Not only did the winning seem contagious, but excitement about the team spread like a plague. Ratings soared on FSKC, making the Royals the talk of the town. Even we curmudgeons at Royals Review couldn't help ourselves, collectively beginning to dream about October baseball in Kansas City.

As one of the many young Royals fans whose fondest memories of the team revolve around a club that went 83-79, I couldn't help but be hopelessly drawn back into the season. The Royals I loved had never been capable of a 19-5 winning streak before, and I didn't quite know what to do with my hands after each victory.

Reading other people's reaction on Twitter and RR gave me the impression that I was hardly alone. For so long Royals fans, especially the ones who frequent this website, have resembled baseball analysts and front office personnel more than diehard supporters. The Royals had given us little reason to cheer, so we spent time imagining how we could fix the team and focused less on the day-to-day results.

Most of us quickly returned to fanatics, completely invested in winning here and now instead of focusing on the future. The winning was intoxicating, causing me to overlook the Royals still quite low percentage chance of reaching the post-season and imagining how I was going to afford playoff tickets instead. The club had already pulled off a minor miracle forcing their way back into playoff contention; qualifying for the playoffs was going to be the easy part.

The three-game losing streak has been sobering, a quiet reminder of this team's flaws and how far they still need to go to pull of the miracle.

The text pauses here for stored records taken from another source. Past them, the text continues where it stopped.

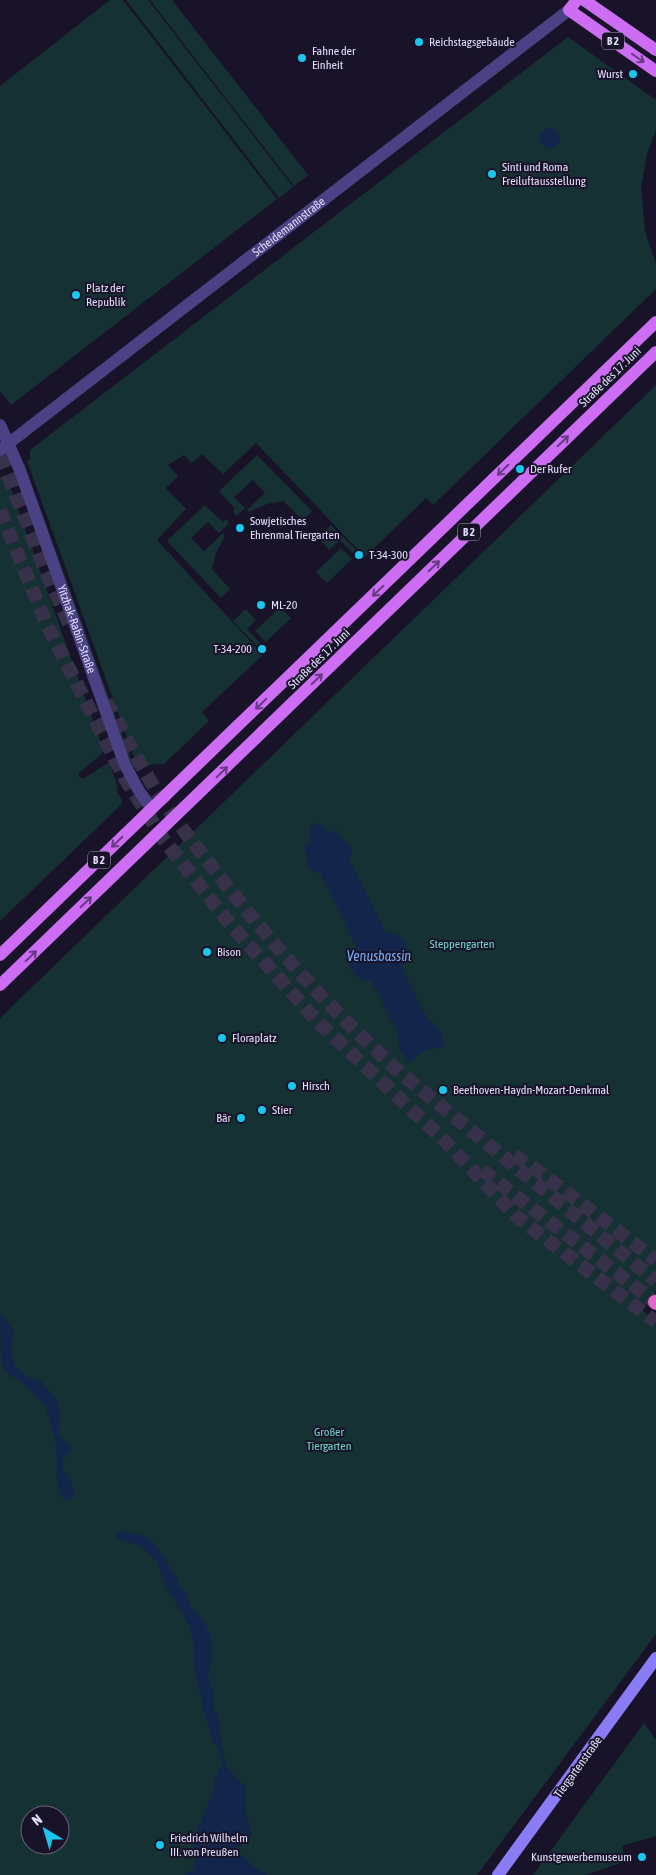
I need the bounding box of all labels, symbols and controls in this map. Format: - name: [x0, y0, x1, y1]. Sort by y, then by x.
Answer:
- road number: B 2: [602, 32, 624, 49]
- place label: Reichstagsgebäude: [429, 35, 515, 49]
- marker: Reichstagsgebäude: [413, 36, 425, 48]
- place label: Fahne der Einheit: [312, 44, 356, 72]
- marker: Fahne der Einheit: [296, 52, 308, 64]
- one-way arrow: [631, 53, 645, 63]
- place label: Wurst: [597, 67, 624, 81]
- marker: Wurst: [627, 68, 639, 80]
- place label: Sinti und Roma Freiluftausstellung: [502, 160, 587, 188]
- marker: Sinti und Roma Freiluftausstellung: [486, 168, 498, 180]
- street label: Scheidemannstraße: [250, 194, 328, 259]
- place label: Platz der Republik: [86, 281, 127, 309]
- marker: Platz der Republik: [70, 289, 82, 301]
- street label: Straße des 17. Juni: [576, 344, 644, 410]
- one-way arrow: [557, 435, 570, 447]
- place label: Der Rufer: [530, 462, 572, 476]
- marker: Der Rufer: [514, 463, 526, 475]
- one-way arrow: [497, 464, 509, 476]
- place label: Sowjetisches Ehrenmal Tiergarten: [250, 514, 340, 542]
- marker: Sowjetisches Ehrenmal Tiergarten: [234, 522, 246, 534]
- road number: B 2: [458, 524, 480, 540]
- place label: T-34-300: [369, 548, 408, 562]
- marker: T-34-300: [353, 549, 365, 561]
- one-way arrow: [428, 560, 440, 572]
- street label: Yitzhak-Rabin-Straße: [54, 583, 99, 675]
- one-way arrow: [371, 585, 384, 597]
- place label: ML-20: [271, 598, 298, 612]
- marker: ML-20: [255, 599, 267, 611]
- street label: Straße des 17. Juni: [285, 626, 353, 692]
- place label: T-34-200: [213, 642, 252, 656]
- marker: T-34-200: [256, 643, 268, 655]
- one-way arrow: [311, 673, 323, 685]
- one-way arrow: [255, 697, 267, 709]
- one-way arrow: [215, 766, 228, 778]
- one-way arrow: [111, 836, 123, 849]
- road number: B 2: [88, 852, 110, 868]
- one-way arrow: [79, 896, 92, 908]
- park label: Steppengarten: [430, 937, 495, 951]
- place label: Bison: [217, 945, 241, 959]
- marker: Bison: [201, 946, 213, 958]
- water label: Venusbassin: [347, 948, 411, 964]
- one-way arrow: [24, 950, 36, 962]
- place label: Floraplatz: [232, 1031, 277, 1045]
- marker: Floraplatz: [216, 1032, 228, 1044]
- place label: Hirsch: [302, 1079, 330, 1093]
- marker: Hirsch: [286, 1080, 298, 1092]
- place label: Beethoven-Haydn-Mozart-Denkmal: [453, 1083, 610, 1097]
- marker: Beethoven-Haydn-Mozart-Denkmal: [437, 1084, 449, 1096]
- place label: Stier: [272, 1103, 293, 1117]
- marker: Stier: [256, 1104, 268, 1116]
- place label: Bär: [216, 1111, 231, 1125]
- marker: Bär: [235, 1112, 247, 1124]
- park label: Großer Tiergarten: [307, 1425, 351, 1453]
- street label: Tiergartenstraße: [551, 1734, 605, 1800]
- north arrow: [20, 1805, 70, 1855]
- text: N: [29, 1811, 45, 1829]
- place label: Friedrich Wilhelm III. von Preußen: [170, 1831, 248, 1859]
- marker: Friedrich Wilhelm III. von Preußen: [154, 1839, 166, 1851]
- place label: Kunstgewerbemuseum: [531, 1850, 632, 1864]
- marker: Kunstgewerbemuseum: [636, 1851, 648, 1863]

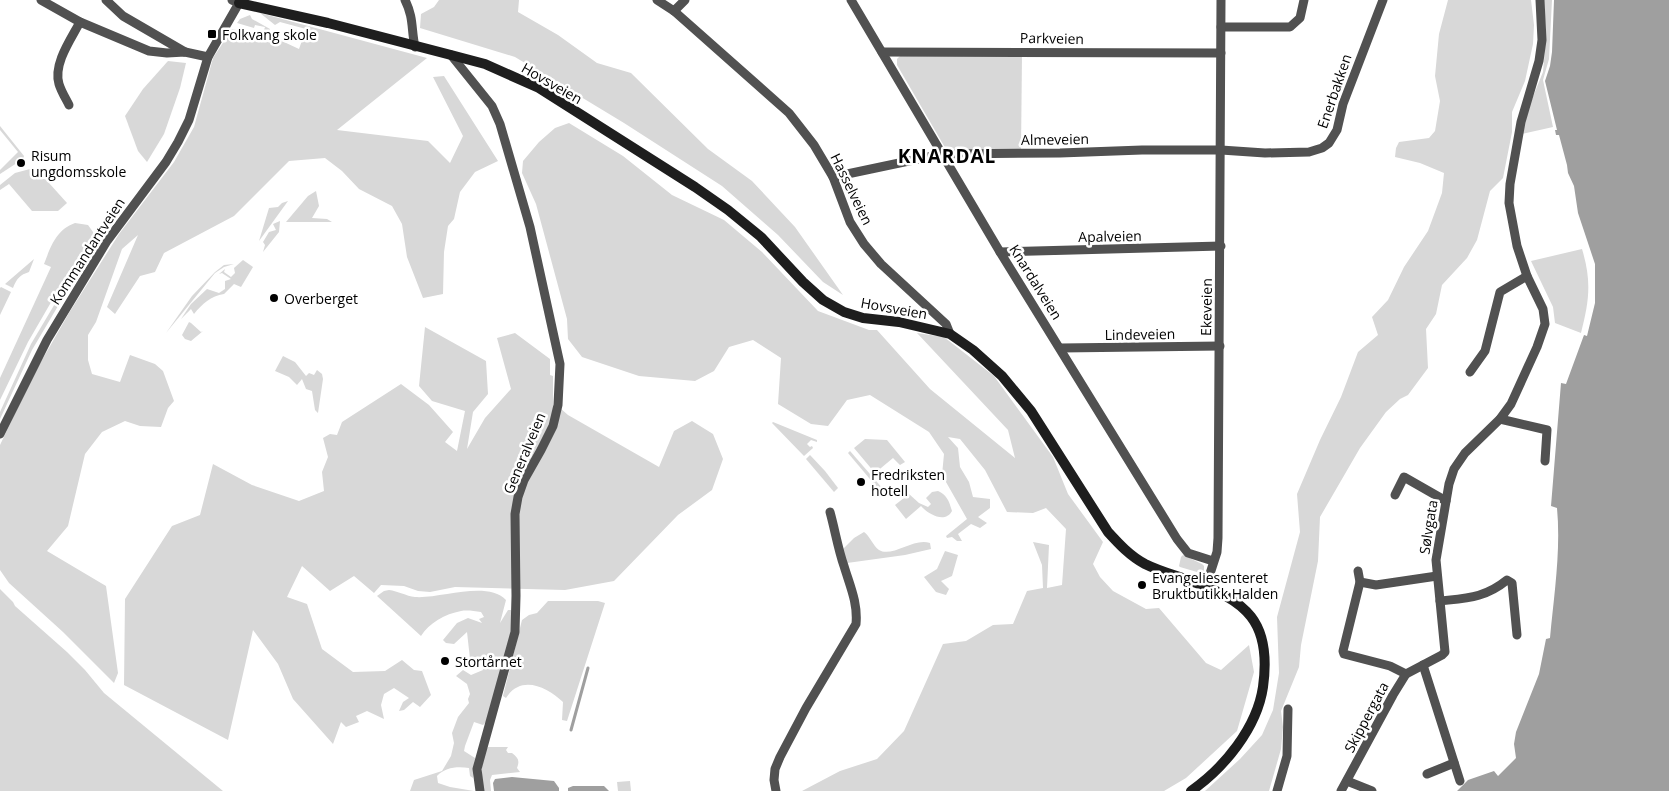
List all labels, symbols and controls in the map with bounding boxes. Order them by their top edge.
place label: Folkvang skole [222,25,317,44]
marker: Folkvang skole [206,28,218,40]
street label: Parkveien [1020,28,1084,48]
street label: Enerbakken [1312,51,1356,131]
street label: Hovsveien [518,58,586,108]
street label: Almeveien [1021,129,1089,149]
district label: KNARDAL [898,143,996,169]
place label: Risum ungdomsskole [31,146,126,181]
street label: Hasselveien [826,150,878,228]
marker: Risum ungdomsskole [15,157,27,169]
street label: Kommandantveien [45,194,129,308]
street label: Apalveien [1078,226,1142,246]
street label: Knardalveien [1005,241,1067,323]
street label: Ekeveien [1196,278,1216,336]
place label: Overberget [284,289,358,308]
marker: Overberget [268,292,280,304]
street label: Hovsveien [859,293,929,323]
street label: Lindeveien [1104,324,1176,344]
street label: Generalveien [498,410,550,496]
place label: Fredriksten hotell [871,465,945,500]
marker: Fredriksten hotell [855,476,867,488]
street label: Sølvgata [1414,498,1442,556]
place label: Evangeliesenteret Bruktbutikk Halden [1152,568,1278,603]
marker: Evangeliesenteret Bruktbutikk Halden [1136,579,1148,591]
place label: Stortårnet [455,652,522,671]
marker: Stortårnet [439,655,451,667]
street label: Skippergata [1339,678,1393,756]

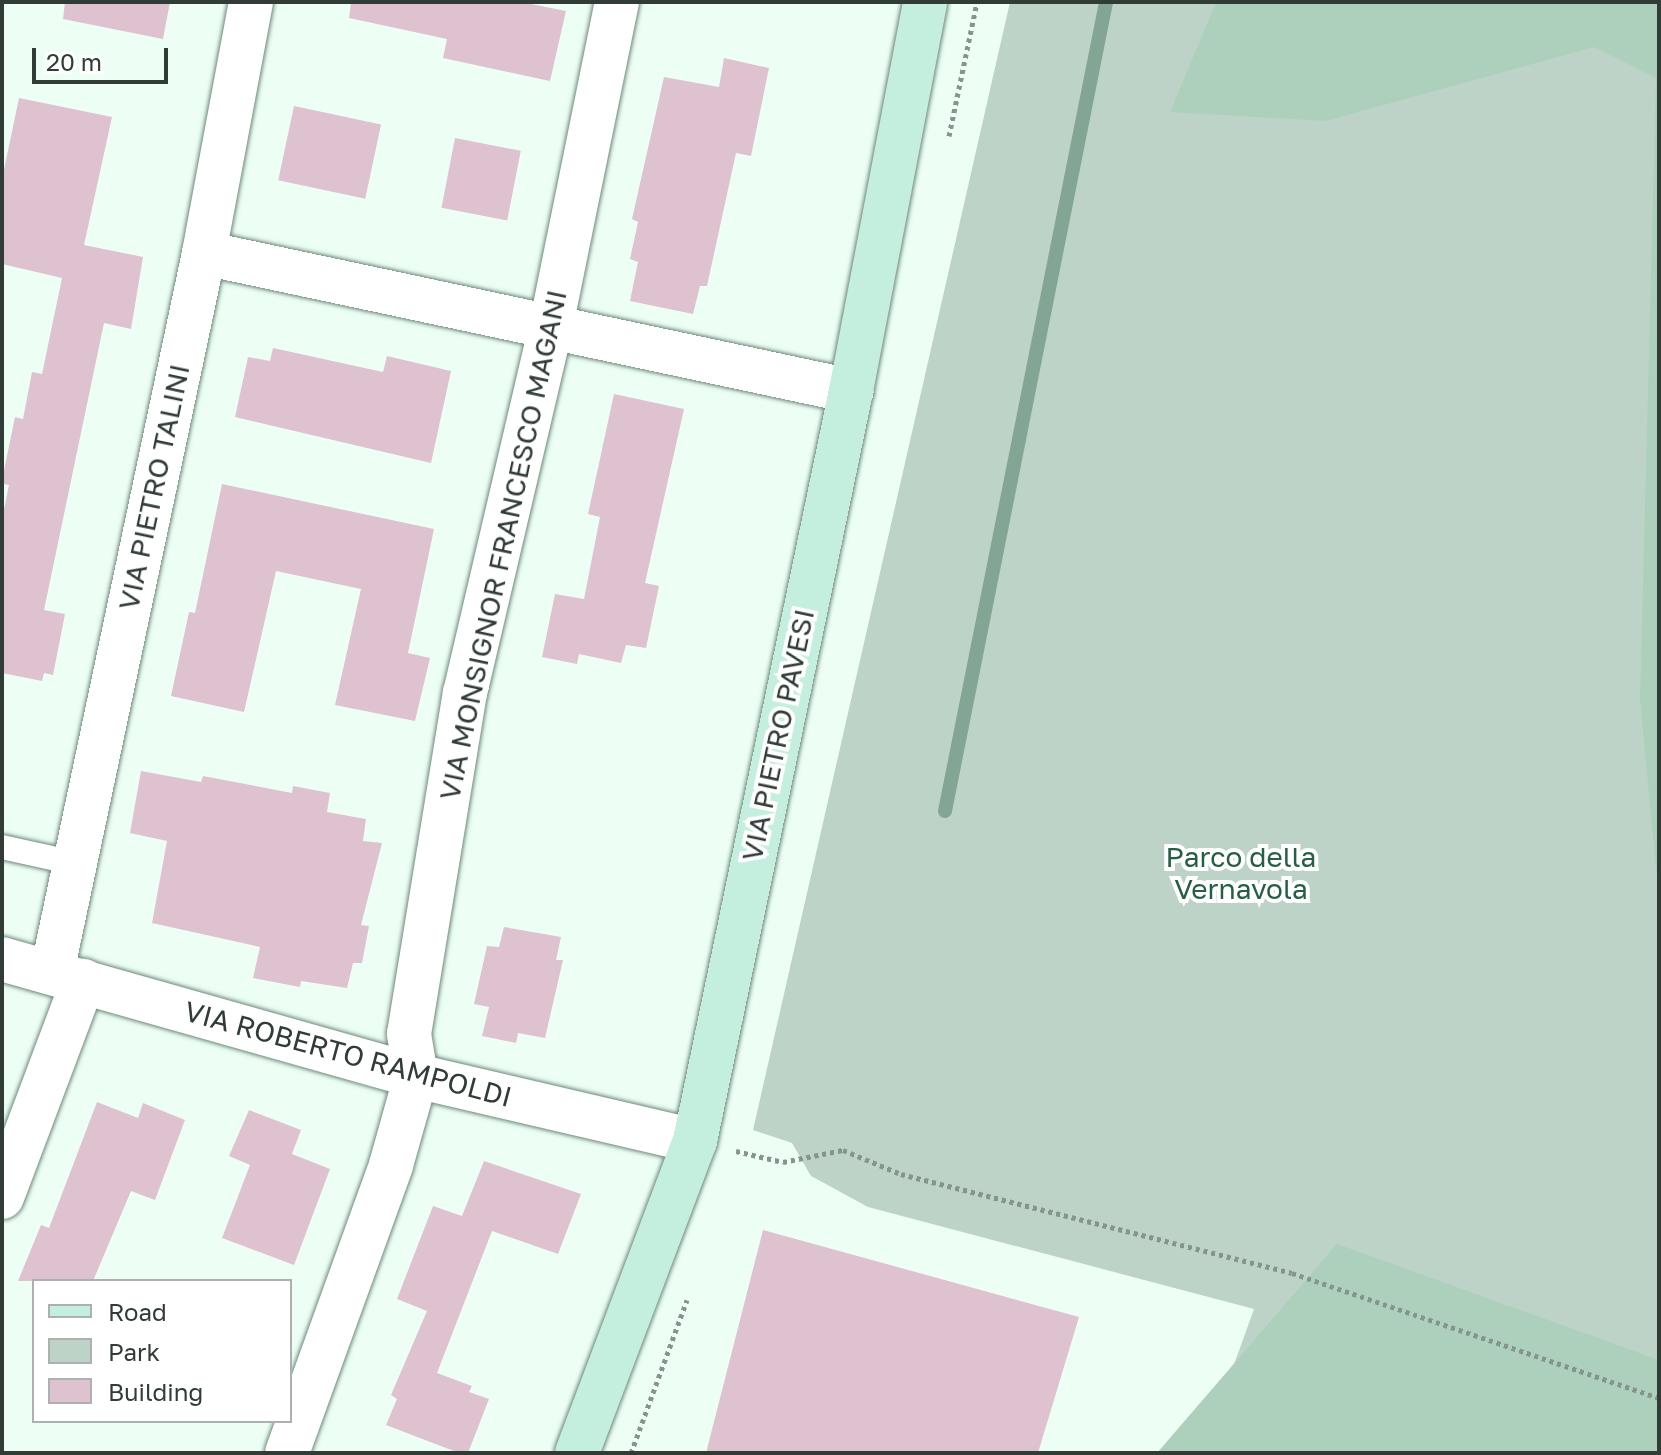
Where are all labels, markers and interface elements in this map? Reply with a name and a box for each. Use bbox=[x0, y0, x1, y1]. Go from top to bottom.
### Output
scale bar bbox=[36, 32, 172, 82]
text: 20 m bbox=[46, 47, 102, 76]
street label: VIA MONSIGNOR FRANCESCO MAGANI bbox=[432, 287, 574, 803]
street label: VIA PIETRO TALINI bbox=[112, 361, 196, 613]
street label: VIA PIETRO PAVESI bbox=[735, 606, 821, 864]
park label: Parco della Vernavola bbox=[1166, 840, 1316, 906]
street label: VIA ROBERTO RAMPOLDI bbox=[181, 994, 515, 1114]
legend bbox=[32, 1279, 292, 1423]
text: Road bbox=[108, 1297, 167, 1326]
text: Park bbox=[108, 1337, 160, 1366]
text: Building bbox=[108, 1377, 203, 1406]

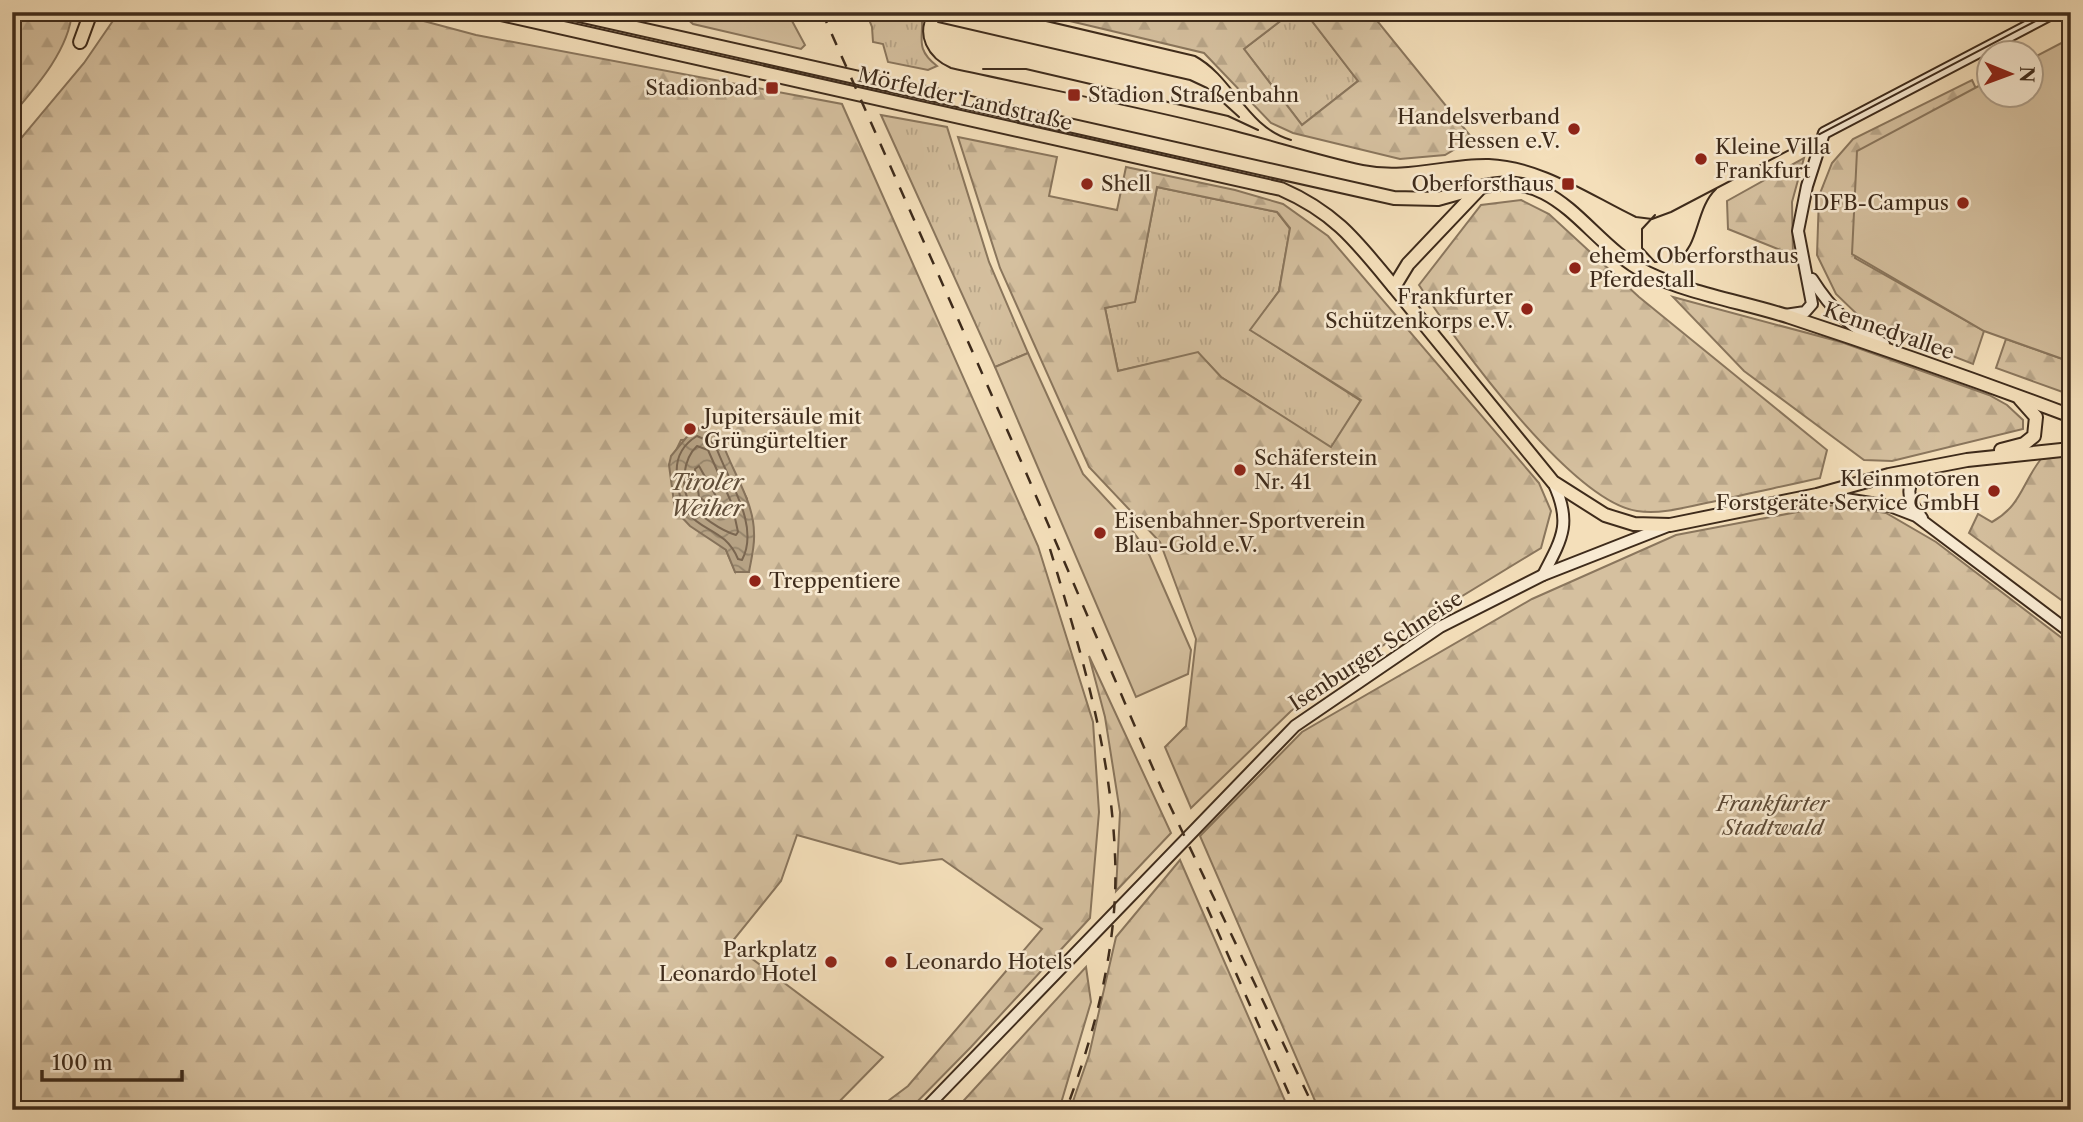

Bruce Chen, Jeremy Guthrie and Wade Davis, no matter how well they have pitched so far in the second half of the season, should not be 3/5 of a playoff team's pitching staff. Recently lineups have had Chris Getz hitting leadoff, and injuries to Lorenzo Cain and Mike Moustakas have revealed a startling lack of depth. The emotionless projection systems predict the Royals will play under .500 baseball over the final 43 games of the season, and the past three days have made those projections easy to understand.

I haven't given up on this team completing a second miracle and sneaking in the playoff, and a doubleheader sweep of the Tigers on Friday would be a great way to start a second winning streak. During the past few weeks, I actually expected the Royals to win, but I have quickly reverted to a guarded optimism, hoping for a victory instead of believing it could actually happen.

I've been given a taste of what my baseball fandom should look like, not what it has resembled during the past decade. The portion may be laughably small to fans of consistently successful teams, but for those of us who have been starved of winning for so long, a 19-5 winning streak this late in the year feels like a feast.

Three straight losses haven't sent me back to the pits of despair, but it's definitely easier to look at this team with more analytic eyes. The fan in me wants nothing more than to watch a contender over the final six weeks of the season, but it's hard to see how the Royals could pull off another run. It's likely that at the end of the season, I'll still be dreaming of October baseball in Kansas City, waiting for that reality.